For example, at time of writing, the latest version available for 64-bit Python 3.8 is numpy-1.18.4+mkl+cp38-cp38-win_amd64.whl
. Download this file, then install directly from the downloaded wheel with
pip install numpy-1.18.4+mkl+cp38-cp38-win_amd64.whl
substituting the full path to the downloaded wheel.
We’ll also want to make use of the scipy
package, which provides a variety of scientific computing tools built on numpy
. Specifically, we’re going to use the library of efficient optimization routines it provides. Users on all platforms should be able to install this with:
pip install scipy
We will use matplotlib
to visualize our fits.
pip install matplotlib
Finally, we’d like mypy
to be aware of the types provided by numpy
. The numpy
project doesn’t officially provide support for this yet, but the numpy-stubs
repository contains their work-in-progress implementation, which we’ll install and use. We can install the package directly from GitHub with pip
:
pip install git+https://github.com/numpy/numpy-stubs.git
Deficiency 3: Simple Record Types
Python supports user-defined data types through classes. Unfortunately, these often give us “too much”. Object-oriented classes combine data encapsulation and abstraction (which we want) with features like mutability, dynamic dispatch, and inheritance (which we don’t need).
This program will deal with simple data: well API numbers, rate and time arrays, and decline parameters. None of these require the more complex features of classes: in fact, we’d prefer to treat them as immutable “bags of data”; immutability is a helpful tool for correctness as it reduces the number of possible program states and prevents important program invariants from being yanked out from under us by mutation.
Python provides a few solutions to this, ranging from hand-written “record classes” to namedtuple
. We’ll use the relatively new dataclasses
package, which is included with Python since version 3.7.
dataclasses
provides a decorator which we can use to turn a class containing member definitions with type annotations into a fully featured “record class” similar to what we might write by hand. It will automatically write constructors (__init__
), display functions (__repr__
), structural equality comparisons (__eq__
), and other common functions for us from our annotated member definitions. We can also use the frozen
feature to achieve (alas, dynamically-enforced) immutability.
With our tools (venv
, mypy
, numpy
, scipy
, matplotlib
, dataclasses
) in place, we are now ready to begin implementation. In this article, we’ll present the implementation a piece at a time, not necessarily in the order in which they occur in the final product but rather in roughly the order we might write them. The completed program can be previewed on GitHub at https://github.com/derrickturk/pydca.

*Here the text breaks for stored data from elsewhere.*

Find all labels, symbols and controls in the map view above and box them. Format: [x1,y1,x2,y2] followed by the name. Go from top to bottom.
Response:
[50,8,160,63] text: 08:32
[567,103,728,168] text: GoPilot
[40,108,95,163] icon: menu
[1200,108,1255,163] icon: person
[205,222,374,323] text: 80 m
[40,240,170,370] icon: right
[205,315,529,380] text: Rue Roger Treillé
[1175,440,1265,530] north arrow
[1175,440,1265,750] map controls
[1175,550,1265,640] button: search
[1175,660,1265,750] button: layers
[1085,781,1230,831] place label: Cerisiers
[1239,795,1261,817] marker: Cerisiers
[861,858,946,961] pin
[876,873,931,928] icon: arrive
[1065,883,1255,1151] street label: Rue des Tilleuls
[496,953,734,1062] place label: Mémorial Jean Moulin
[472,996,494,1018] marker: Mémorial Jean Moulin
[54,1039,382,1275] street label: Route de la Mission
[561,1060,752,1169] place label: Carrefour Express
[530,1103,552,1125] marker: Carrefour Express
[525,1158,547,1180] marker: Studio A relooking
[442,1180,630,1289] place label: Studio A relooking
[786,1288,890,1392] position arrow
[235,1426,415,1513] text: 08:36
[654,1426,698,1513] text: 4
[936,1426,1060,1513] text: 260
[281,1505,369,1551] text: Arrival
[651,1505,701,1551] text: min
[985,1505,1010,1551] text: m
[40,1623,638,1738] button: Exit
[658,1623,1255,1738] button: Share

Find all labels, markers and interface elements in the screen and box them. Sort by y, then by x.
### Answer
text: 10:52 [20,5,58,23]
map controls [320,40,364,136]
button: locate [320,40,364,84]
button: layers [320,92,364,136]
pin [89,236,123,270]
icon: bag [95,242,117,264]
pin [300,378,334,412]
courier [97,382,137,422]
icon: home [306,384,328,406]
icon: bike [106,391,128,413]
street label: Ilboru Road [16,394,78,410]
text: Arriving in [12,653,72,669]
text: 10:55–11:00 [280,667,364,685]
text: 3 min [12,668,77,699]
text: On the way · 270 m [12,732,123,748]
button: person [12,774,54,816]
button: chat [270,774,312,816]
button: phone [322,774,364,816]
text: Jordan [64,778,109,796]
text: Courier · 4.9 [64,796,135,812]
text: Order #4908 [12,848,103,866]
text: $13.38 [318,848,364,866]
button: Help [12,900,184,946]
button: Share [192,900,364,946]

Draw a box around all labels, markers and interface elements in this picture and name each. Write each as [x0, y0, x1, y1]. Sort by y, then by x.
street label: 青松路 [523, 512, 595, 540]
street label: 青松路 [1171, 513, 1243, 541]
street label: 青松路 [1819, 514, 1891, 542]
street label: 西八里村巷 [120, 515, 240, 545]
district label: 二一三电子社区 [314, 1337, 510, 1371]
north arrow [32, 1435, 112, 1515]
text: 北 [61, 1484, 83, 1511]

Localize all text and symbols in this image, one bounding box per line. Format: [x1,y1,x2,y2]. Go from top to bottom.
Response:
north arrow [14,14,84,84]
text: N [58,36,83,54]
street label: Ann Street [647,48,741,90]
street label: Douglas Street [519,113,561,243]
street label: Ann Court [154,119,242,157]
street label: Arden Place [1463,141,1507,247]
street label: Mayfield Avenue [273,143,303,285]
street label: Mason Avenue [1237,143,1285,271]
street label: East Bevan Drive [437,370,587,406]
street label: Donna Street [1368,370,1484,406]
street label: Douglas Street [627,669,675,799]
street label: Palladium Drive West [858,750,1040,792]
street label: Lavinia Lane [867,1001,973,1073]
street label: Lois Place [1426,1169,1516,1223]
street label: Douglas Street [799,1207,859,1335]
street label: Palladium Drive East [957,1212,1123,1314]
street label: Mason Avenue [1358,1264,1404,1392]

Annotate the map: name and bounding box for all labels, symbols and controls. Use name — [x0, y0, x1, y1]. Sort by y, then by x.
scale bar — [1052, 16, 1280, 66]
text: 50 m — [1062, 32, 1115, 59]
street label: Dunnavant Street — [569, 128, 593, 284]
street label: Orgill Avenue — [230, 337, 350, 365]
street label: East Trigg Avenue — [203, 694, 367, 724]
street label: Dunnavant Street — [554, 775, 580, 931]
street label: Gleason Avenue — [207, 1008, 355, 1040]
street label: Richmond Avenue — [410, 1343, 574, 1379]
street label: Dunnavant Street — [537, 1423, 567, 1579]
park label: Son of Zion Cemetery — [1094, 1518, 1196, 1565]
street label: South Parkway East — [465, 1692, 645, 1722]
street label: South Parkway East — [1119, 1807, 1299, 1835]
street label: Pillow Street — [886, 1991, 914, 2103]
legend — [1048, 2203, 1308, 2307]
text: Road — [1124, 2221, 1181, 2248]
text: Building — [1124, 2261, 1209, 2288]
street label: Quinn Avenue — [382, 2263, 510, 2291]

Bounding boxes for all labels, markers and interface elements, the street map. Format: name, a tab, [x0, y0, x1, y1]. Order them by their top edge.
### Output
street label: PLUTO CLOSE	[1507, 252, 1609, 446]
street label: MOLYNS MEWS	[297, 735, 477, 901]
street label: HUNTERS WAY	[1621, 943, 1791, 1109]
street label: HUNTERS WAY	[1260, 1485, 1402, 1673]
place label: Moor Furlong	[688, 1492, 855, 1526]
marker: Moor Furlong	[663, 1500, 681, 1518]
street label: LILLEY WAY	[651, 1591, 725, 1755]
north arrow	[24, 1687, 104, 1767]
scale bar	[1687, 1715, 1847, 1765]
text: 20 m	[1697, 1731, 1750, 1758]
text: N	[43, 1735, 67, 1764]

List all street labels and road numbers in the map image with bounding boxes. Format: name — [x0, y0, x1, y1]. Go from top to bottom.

Implementation I: Forecasting
Let’s begin by writing a dataclass
which describes a single Arps hyperbolic fit. The hyperbolic decline subsumes the harmonic (b = 1) and exponential (b = 0) declines as special cases.
We’ll need to store the three decline parameters (qi, Di, and b), and provide functions for evaluating the rate vs. time relation.
import numpy as np
import dataclasses as dc
@dc.dataclass(frozen=True)
class ArpsDecline:
qi: float # daily rate
Di_nom: float # nominal annual decline
b: float # unitless exponent
def __post_init__(self):
if self.qi < 0.0:
raise ValueError('Negative qi')
if self.Di_nom < 0.0:
raise ValueError('Negative Di_nom')
if self.b < 0.0 or self.b > 2.0:
raise ValueError(f'Invalid b: {self.b}')
# time (years)
# returns (daily rate)
def rate(self, time: np.ndarray) -> np.ndarray:
if self.b == 0:
return self.qi * np.exp(-self.Di_nom * time)
elif self.b == 1.0:
return self.qi / (1.0 + self.Di_nom * time)
else:
return (
self.qi / (1.0 + self.b * self.Di_nom * time) ** (1.0 / self.b)
)
The math itself isn’t very interesting. It’s a direct translation of the Arps equations for the hyperbolic, harmonic, and exponential cases, dispatched on the value of b. We use ordinary Python arithmetic operators (*
, **
, etc.), but rely on the fact that numpy
overloads these for arrays to provide efficient vectorized operations.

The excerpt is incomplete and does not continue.